Alcohol drinking was the third most important risk factor for cancer in Vietnam included in our analysis and accounted for 6% of cancers. Similar to tobacco smoking, a majority of alcohol drinking–related cancers (95.2%) occurred among men. Our estimation is higher than results from studies in China (3.63%30 to 4.4%21 of cancers caused by drinking alcohol) and previous global studies (3%-5% of cancer deaths caused by drinking alcohol across the globe).31,32 The risk of developing cancer increases with higher levels of drinking.32 Studies in China did not disaggregate by alcohol consumption level, which may lead to underestimation of AFs. However, differences in AFs for alcohol drinking could mainly be explained by a remarkable higher prevalence of alcohol consumption among men in Vietnam (82% in Vietnam compared with 39% in China30 and 55% globally32). Strikingly, alcohol consumption in Vietnam observed a remarkable increase of 21% between 2010 and 2015,33 suggesting that alcohol consumption may result in a more significant burden of cancer in the future.

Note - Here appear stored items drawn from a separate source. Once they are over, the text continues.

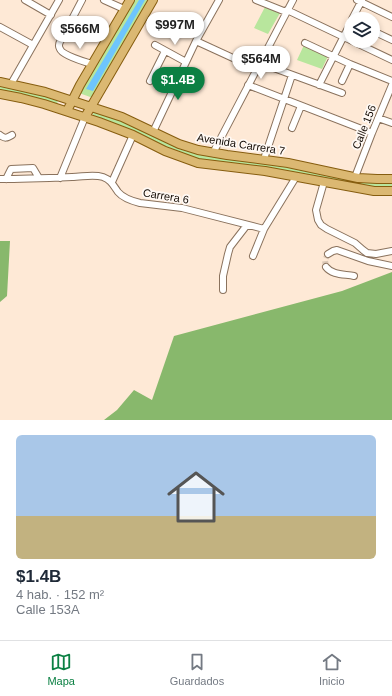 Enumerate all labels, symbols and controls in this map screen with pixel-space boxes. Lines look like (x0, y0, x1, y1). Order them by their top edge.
pin: $997M (147, 12, 203, 46)
map controls (344, 12, 380, 48)
button: layers (344, 12, 380, 48)
pin: $566M (52, 16, 108, 50)
text: $997M (155, 17, 195, 32)
text: $566M (60, 21, 100, 36)
pin: $564M (233, 46, 289, 80)
text: $564M (241, 51, 281, 66)
pin: $1.4B (150, 67, 206, 101)
text: $1.4B (161, 72, 195, 87)
street label: Calle 156 (350, 103, 378, 151)
street label: Avenida Carrera 7 (196, 131, 286, 157)
street label: Carrera 6 (142, 186, 190, 206)
icon: home (160, 461, 232, 533)
text: $1.4B (16, 567, 61, 586)
text: 4 hab. · 152 m² (16, 587, 104, 602)
text: Calle 153A (16, 602, 80, 617)
tab: Mapa (47, 651, 75, 687)
tab: Guardados (170, 651, 224, 687)
tab: Inicio (319, 651, 345, 687) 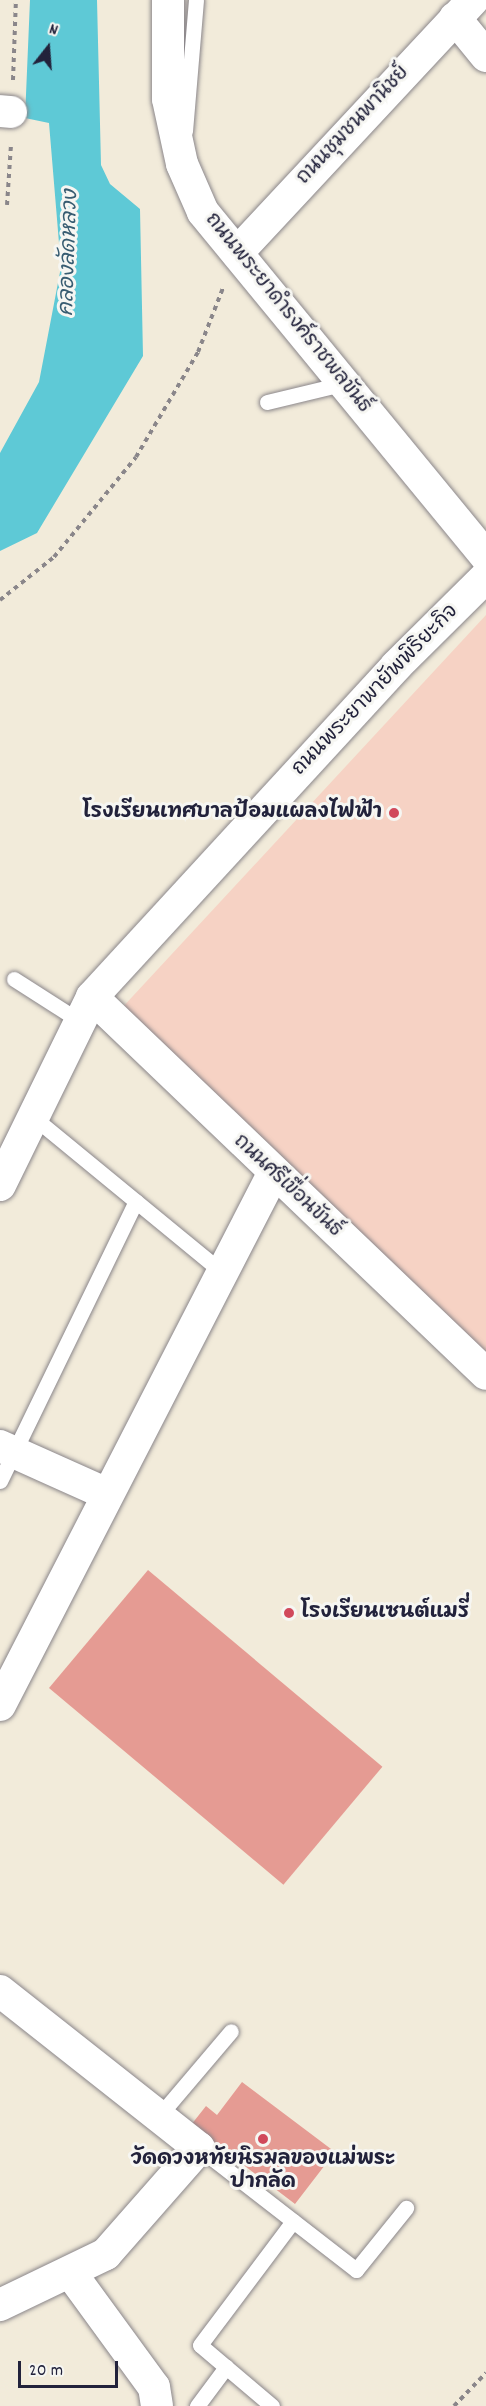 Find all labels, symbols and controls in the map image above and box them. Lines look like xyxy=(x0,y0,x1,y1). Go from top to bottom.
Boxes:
north arrow xyxy=(18,18,78,78)
text: N xyxy=(46,18,61,42)
street label: ถนนชุมชนพานิชย์ xyxy=(293,62,415,190)
water label: คลองลัดหลวง xyxy=(55,189,85,317)
street label: ถนนพระยาดำรงค์ราชพลขันธ์ xyxy=(199,209,375,419)
street label: ถนนพระยาพายัพพิริยะกิจ xyxy=(288,601,464,781)
place label: โรงเรียนเทศบาลป้อมแผลงไฟฟ้า xyxy=(83,801,382,825)
marker: โรงเรียนเทศบาลป้อมแผลงไฟฟ้า xyxy=(387,806,401,820)
street label: ถนนศรีเขื่อนขันธ์ xyxy=(228,1130,346,1244)
place label: โรงเรียนเซนต์แมรี่ xyxy=(301,1601,469,1625)
marker: โรงเรียนเซนต์แมรี่ xyxy=(282,1606,296,1620)
marker: วัดดวงหทัยนิรมลของแม่พระ ปากลัด xyxy=(256,2132,270,2146)
place label: วัดดวงหทัยนิรมลของแม่พระ ปากลัด xyxy=(131,2148,395,2195)
scale bar xyxy=(21,2349,122,2387)
text: 20 m xyxy=(29,2359,63,2384)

Because of lack of exposure data, we excluded most of the occupational and environmental agents in our analysis; however, we could estimate the impact of outdoor air pollutants (ie, level of PM2.5) on cancer in Vietnam. Few studies in the past have evaluated such attribution. A similar study in France estimated that only 0.2% of all cancer deaths were caused by air pollutants.34 Further studies in this area in Vietnam are warranted.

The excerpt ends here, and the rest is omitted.